Records: Begin

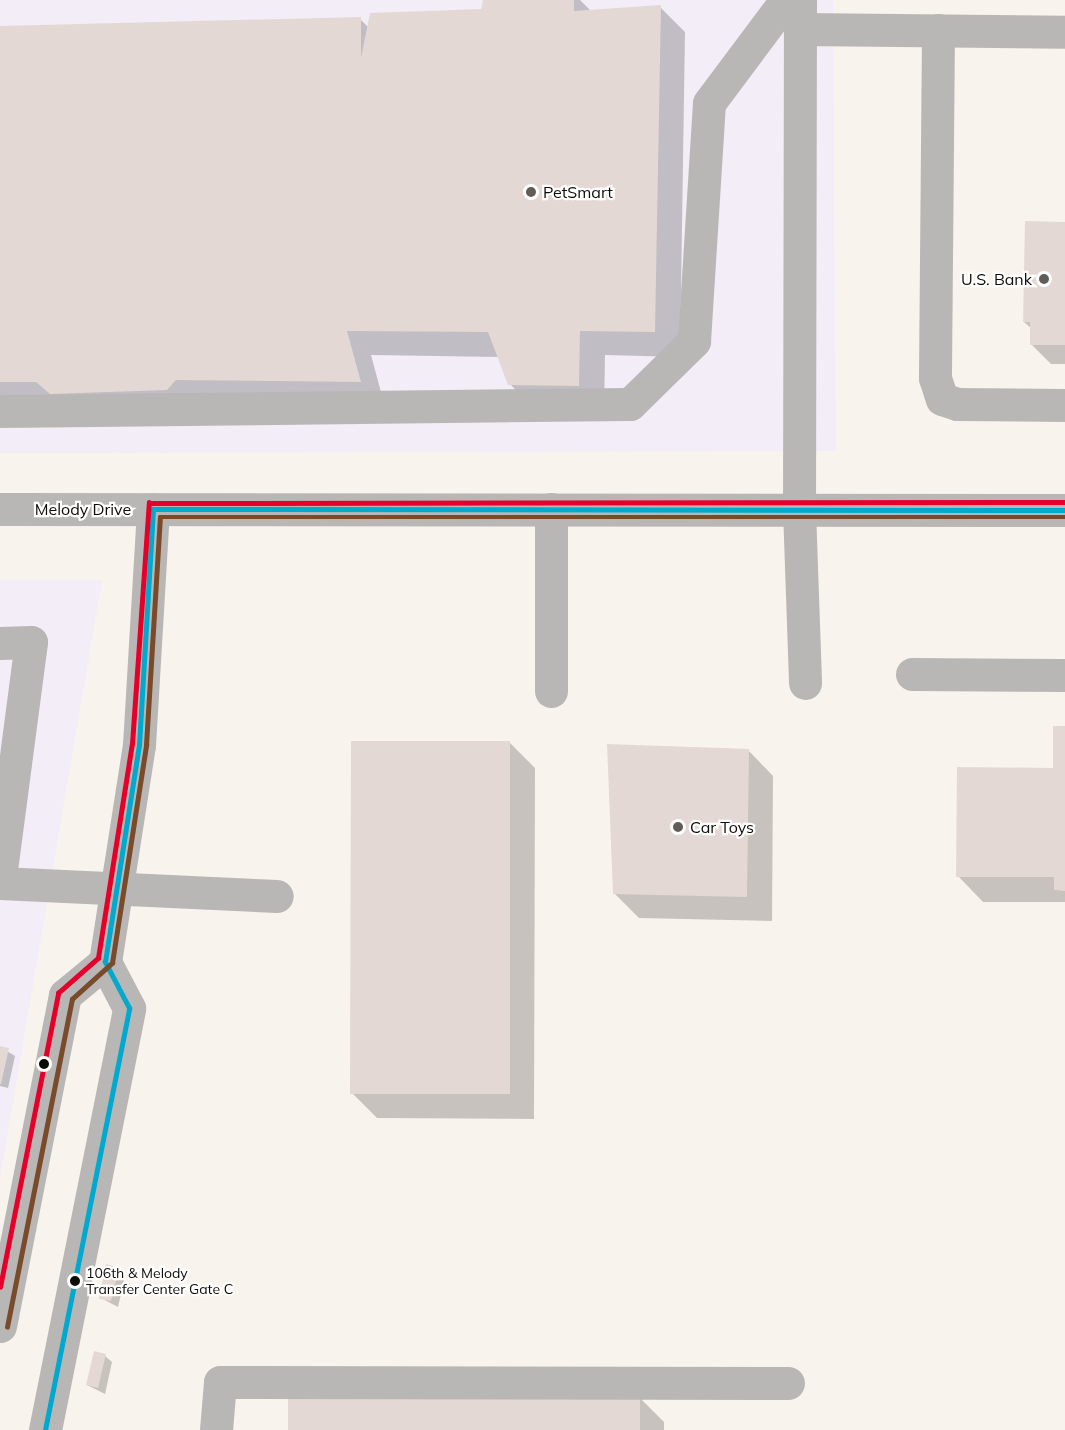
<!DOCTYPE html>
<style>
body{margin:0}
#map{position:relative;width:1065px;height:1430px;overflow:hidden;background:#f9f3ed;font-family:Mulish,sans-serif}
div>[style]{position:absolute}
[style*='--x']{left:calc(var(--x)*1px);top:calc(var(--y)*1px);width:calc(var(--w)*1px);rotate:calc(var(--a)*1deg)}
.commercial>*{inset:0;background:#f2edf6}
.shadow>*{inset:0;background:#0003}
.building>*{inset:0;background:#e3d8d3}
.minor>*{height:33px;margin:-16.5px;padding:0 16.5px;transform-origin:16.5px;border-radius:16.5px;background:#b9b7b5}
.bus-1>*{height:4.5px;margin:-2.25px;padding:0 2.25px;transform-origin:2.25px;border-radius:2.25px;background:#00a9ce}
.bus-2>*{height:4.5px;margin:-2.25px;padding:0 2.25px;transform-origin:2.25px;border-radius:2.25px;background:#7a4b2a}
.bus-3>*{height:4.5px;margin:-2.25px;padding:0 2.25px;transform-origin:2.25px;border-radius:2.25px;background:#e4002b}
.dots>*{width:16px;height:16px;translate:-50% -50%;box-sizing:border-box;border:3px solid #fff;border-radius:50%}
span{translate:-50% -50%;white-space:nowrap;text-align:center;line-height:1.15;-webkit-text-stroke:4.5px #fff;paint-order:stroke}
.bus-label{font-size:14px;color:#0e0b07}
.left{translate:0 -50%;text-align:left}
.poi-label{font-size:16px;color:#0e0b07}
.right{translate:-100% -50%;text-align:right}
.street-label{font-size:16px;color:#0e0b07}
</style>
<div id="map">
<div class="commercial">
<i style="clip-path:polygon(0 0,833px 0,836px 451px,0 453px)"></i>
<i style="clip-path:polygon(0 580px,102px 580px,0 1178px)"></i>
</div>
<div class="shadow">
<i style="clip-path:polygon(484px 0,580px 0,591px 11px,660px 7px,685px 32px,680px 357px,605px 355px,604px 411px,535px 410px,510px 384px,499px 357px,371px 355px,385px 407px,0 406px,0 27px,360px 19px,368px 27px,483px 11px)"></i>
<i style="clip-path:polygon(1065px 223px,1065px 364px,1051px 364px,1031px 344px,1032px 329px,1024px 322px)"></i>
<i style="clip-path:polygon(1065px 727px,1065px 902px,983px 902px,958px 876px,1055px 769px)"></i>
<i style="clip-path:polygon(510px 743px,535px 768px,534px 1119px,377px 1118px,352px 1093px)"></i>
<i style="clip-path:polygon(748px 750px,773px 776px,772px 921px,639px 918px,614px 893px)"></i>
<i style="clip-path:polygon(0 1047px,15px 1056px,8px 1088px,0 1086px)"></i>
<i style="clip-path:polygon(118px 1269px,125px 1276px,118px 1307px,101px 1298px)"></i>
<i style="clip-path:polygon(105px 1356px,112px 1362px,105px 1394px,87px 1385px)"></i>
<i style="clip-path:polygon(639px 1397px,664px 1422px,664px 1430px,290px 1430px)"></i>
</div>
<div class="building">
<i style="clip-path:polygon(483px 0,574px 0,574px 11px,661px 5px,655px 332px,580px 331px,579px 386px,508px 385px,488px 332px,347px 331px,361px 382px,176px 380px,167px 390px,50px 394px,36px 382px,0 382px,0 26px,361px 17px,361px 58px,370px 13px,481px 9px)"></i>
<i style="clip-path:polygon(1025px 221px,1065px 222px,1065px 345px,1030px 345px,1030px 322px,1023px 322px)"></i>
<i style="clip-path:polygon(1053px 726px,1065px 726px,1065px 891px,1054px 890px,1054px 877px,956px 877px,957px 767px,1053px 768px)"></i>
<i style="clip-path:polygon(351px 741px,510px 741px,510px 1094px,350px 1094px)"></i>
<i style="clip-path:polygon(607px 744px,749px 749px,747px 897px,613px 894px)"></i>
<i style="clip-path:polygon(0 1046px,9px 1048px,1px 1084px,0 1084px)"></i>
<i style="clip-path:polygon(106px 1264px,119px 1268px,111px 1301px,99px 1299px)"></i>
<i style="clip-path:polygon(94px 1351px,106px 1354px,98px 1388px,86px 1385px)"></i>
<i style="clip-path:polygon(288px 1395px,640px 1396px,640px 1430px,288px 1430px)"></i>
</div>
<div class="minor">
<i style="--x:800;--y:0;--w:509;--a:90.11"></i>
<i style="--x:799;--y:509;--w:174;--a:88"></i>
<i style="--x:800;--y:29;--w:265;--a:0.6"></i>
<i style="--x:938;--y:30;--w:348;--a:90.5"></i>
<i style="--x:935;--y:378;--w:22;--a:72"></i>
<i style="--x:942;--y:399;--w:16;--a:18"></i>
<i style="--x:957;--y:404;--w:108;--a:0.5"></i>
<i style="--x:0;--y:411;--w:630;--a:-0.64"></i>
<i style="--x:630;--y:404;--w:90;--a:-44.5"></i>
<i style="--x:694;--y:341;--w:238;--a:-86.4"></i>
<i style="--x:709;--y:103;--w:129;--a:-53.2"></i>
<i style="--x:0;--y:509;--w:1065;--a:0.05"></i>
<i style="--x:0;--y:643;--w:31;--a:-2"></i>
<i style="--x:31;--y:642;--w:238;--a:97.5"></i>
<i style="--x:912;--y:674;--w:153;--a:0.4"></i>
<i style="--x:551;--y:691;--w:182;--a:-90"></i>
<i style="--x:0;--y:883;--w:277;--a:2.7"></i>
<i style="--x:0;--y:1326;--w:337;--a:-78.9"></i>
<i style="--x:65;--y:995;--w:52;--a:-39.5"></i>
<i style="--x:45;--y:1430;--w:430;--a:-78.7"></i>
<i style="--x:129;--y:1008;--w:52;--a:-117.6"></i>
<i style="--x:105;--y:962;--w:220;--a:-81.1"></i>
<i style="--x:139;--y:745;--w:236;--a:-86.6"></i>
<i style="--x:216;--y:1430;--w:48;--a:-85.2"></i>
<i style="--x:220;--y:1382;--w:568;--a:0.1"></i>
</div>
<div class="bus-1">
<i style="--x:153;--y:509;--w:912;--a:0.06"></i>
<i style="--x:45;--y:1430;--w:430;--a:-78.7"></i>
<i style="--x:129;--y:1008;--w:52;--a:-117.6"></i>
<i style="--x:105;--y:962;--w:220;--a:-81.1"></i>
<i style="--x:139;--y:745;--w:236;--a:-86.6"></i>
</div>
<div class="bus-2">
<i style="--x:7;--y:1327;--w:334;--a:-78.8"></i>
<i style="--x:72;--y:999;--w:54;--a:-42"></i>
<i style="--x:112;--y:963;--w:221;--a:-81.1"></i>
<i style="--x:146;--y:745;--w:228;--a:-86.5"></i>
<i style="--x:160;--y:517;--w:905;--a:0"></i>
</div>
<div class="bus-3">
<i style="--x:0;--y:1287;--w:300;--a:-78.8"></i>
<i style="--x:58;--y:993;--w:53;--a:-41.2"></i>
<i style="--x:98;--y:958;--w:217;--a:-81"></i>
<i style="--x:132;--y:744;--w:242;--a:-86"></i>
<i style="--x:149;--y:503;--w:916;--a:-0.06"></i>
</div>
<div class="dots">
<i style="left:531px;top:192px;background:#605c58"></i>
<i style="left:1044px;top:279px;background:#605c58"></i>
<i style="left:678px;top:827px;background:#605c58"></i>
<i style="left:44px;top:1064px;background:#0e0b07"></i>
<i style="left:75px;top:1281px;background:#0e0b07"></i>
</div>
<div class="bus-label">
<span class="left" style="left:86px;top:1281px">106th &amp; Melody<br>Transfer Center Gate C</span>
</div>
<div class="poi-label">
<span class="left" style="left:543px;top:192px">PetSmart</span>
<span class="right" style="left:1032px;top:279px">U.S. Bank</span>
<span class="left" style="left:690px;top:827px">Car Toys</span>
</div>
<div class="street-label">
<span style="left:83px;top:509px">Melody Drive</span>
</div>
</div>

Records: End

→ Directions
Work through the records line by line and tally those with the word "position". Report only the total.

→ Written reply
2